**EXERCISE:**
Every record should be written out exactly, with the pictures left out.

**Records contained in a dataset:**
"""

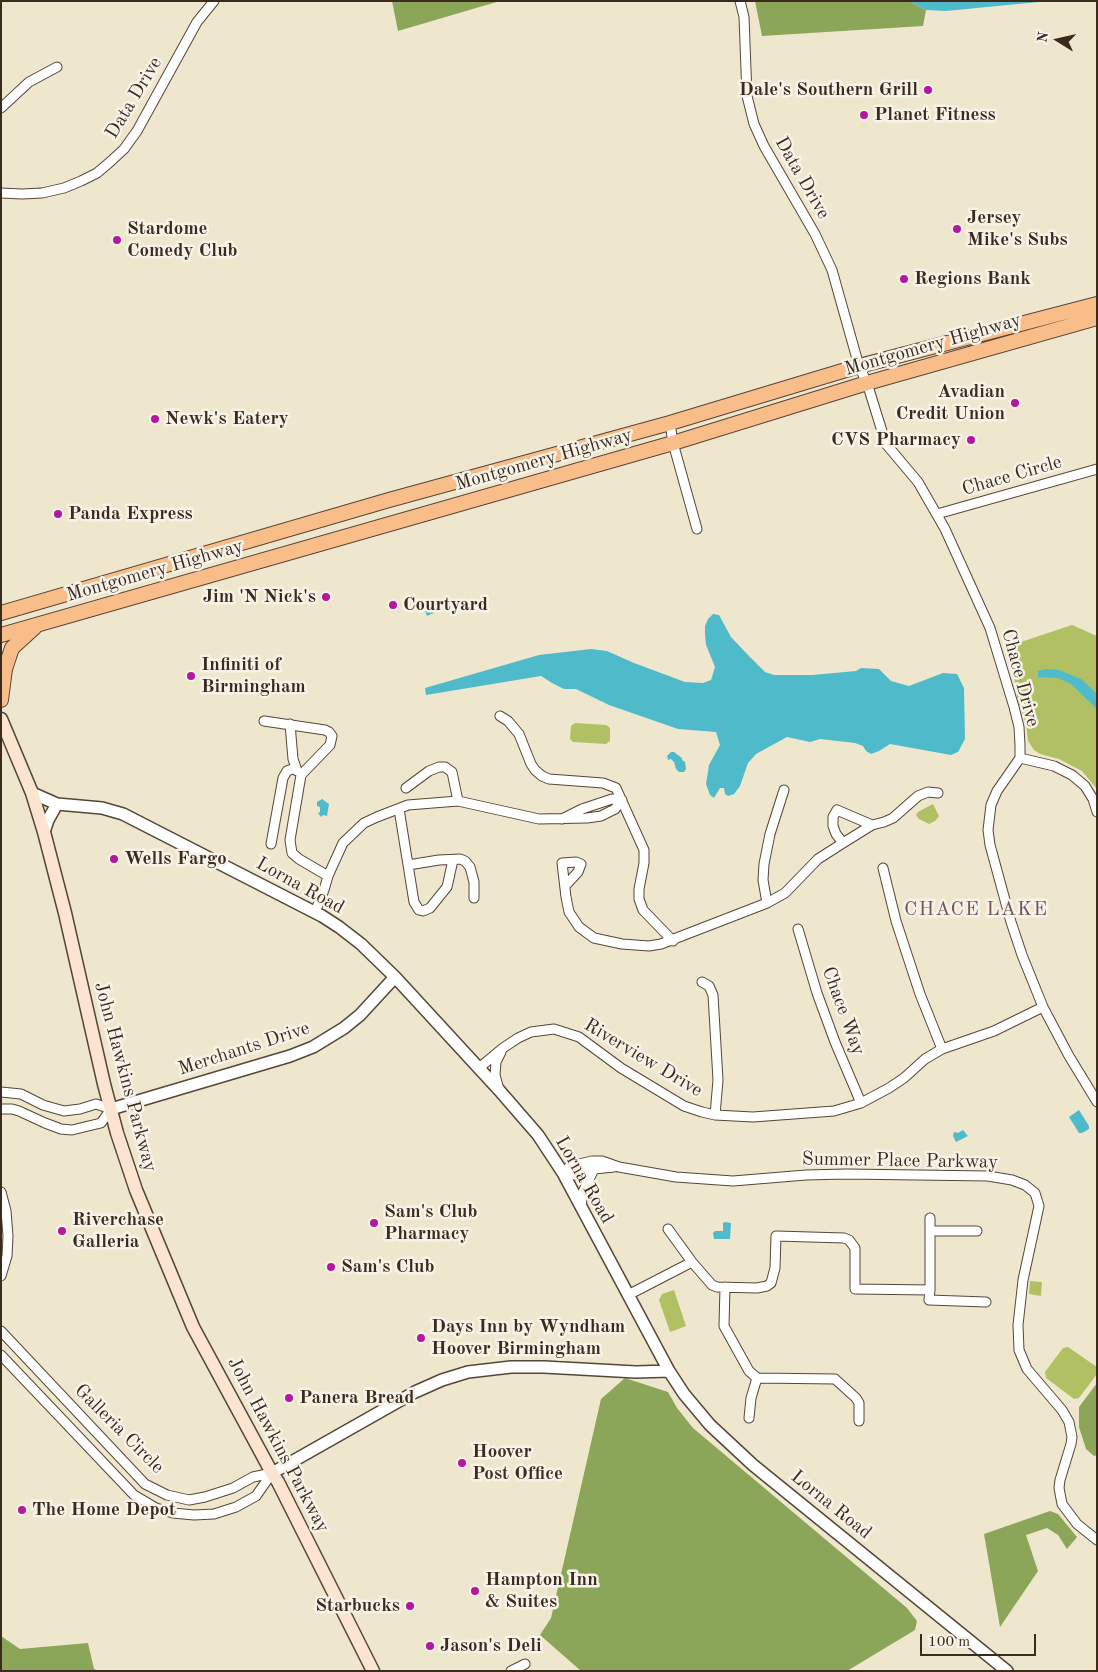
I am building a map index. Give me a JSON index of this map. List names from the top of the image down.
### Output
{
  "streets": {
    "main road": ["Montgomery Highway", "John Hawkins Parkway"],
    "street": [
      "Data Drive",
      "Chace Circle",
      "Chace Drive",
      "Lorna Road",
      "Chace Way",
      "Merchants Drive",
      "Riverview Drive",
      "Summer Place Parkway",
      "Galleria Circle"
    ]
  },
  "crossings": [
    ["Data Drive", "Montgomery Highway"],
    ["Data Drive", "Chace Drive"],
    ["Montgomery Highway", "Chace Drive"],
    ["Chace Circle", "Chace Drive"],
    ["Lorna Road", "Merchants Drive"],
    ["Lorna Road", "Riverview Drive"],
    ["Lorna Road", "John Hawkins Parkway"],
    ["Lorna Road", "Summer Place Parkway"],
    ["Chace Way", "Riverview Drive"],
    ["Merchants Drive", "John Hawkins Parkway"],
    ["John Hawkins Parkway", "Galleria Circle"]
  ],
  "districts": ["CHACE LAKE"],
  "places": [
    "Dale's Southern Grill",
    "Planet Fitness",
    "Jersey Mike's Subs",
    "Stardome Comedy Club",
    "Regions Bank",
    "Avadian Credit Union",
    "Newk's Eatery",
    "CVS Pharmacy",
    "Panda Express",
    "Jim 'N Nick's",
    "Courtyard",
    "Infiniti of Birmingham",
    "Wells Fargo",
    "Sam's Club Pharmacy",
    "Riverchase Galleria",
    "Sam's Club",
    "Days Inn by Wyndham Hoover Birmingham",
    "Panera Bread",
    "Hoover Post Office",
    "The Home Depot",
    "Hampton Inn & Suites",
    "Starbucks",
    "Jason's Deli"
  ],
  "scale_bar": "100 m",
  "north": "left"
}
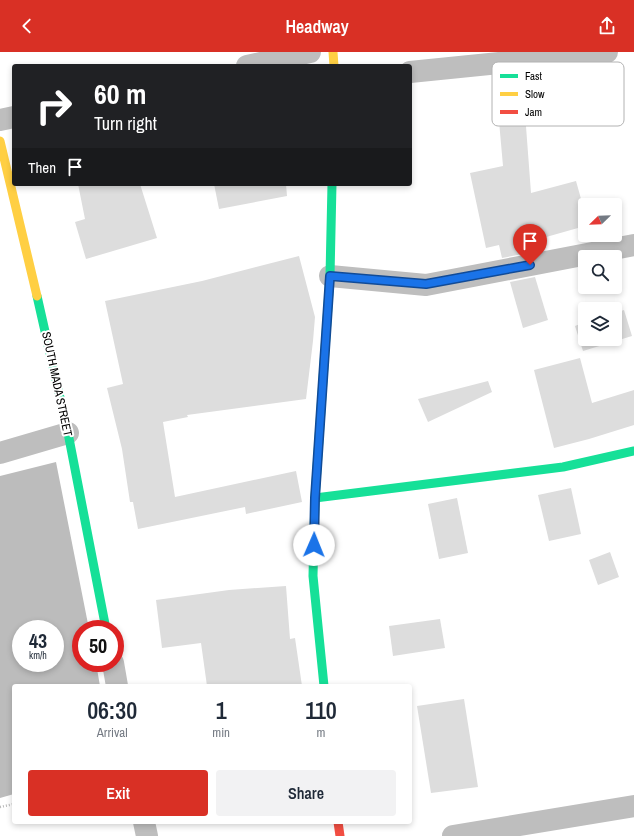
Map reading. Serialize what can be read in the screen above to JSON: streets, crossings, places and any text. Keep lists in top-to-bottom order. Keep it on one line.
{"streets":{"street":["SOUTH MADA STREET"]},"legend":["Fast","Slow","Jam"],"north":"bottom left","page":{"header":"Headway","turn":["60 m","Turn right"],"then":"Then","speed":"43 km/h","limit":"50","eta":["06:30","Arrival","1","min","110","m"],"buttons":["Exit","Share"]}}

"""

**SOLUTION:**
I am building a map index. Give me a JSON index of this map. List names from the top of the image down.
### Output
{
  "streets": {
    "main road": ["Montgomery Highway", "John Hawkins Parkway"],
    "street": [
      "Data Drive",
      "Chace Circle",
      "Chace Drive",
      "Lorna Road",
      "Chace Way",
      "Merchants Drive",
      "Riverview Drive",
      "Summer Place Parkway",
      "Galleria Circle"
    ]
  },
  "crossings": [
    ["Data Drive", "Montgomery Highway"],
    ["Data Drive", "Chace Drive"],
    ["Montgomery Highway", "Chace Drive"],
    ["Chace Circle", "Chace Drive"],
    ["Lorna Road", "Merchants Drive"],
    ["Lorna Road", "Riverview Drive"],
    ["Lorna Road", "John Hawkins Parkway"],
    ["Lorna Road", "Summer Place Parkway"],
    ["Chace Way", "Riverview Drive"],
    ["Merchants Drive", "John Hawkins Parkway"],
    ["John Hawkins Parkway", "Galleria Circle"]
  ],
  "districts": ["CHACE LAKE"],
  "places": [
    "Dale's Southern Grill",
    "Planet Fitness",
    "Jersey Mike's Subs",
    "Stardome Comedy Club",
    "Regions Bank",
    "Avadian Credit Union",
    "Newk's Eatery",
    "CVS Pharmacy",
    "Panda Express",
    "Jim 'N Nick's",
    "Courtyard",
    "Infiniti of Birmingham",
    "Wells Fargo",
    "Sam's Club Pharmacy",
    "Riverchase Galleria",
    "Sam's Club",
    "Days Inn by Wyndham Hoover Birmingham",
    "Panera Bread",
    "Hoover Post Office",
    "The Home Depot",
    "Hampton Inn & Suites",
    "Starbucks",
    "Jason's Deli"
  ],
  "scale_bar": "100 m",
  "north": "left"
}
Map reading. Serialize what can be read in the screen above to JSON: streets, crossings, places and any text. Keep lists in top-to-bottom order. Keep it on one line.
{"streets":{"street":["SOUTH MADA STREET"]},"legend":["Fast","Slow","Jam"],"north":"bottom left","page":{"header":"Headway","turn":["60 m","Turn right"],"then":"Then","speed":"43 km/h","limit":"50","eta":["06:30","Arrival","1","min","110","m"],"buttons":["Exit","Share"]}}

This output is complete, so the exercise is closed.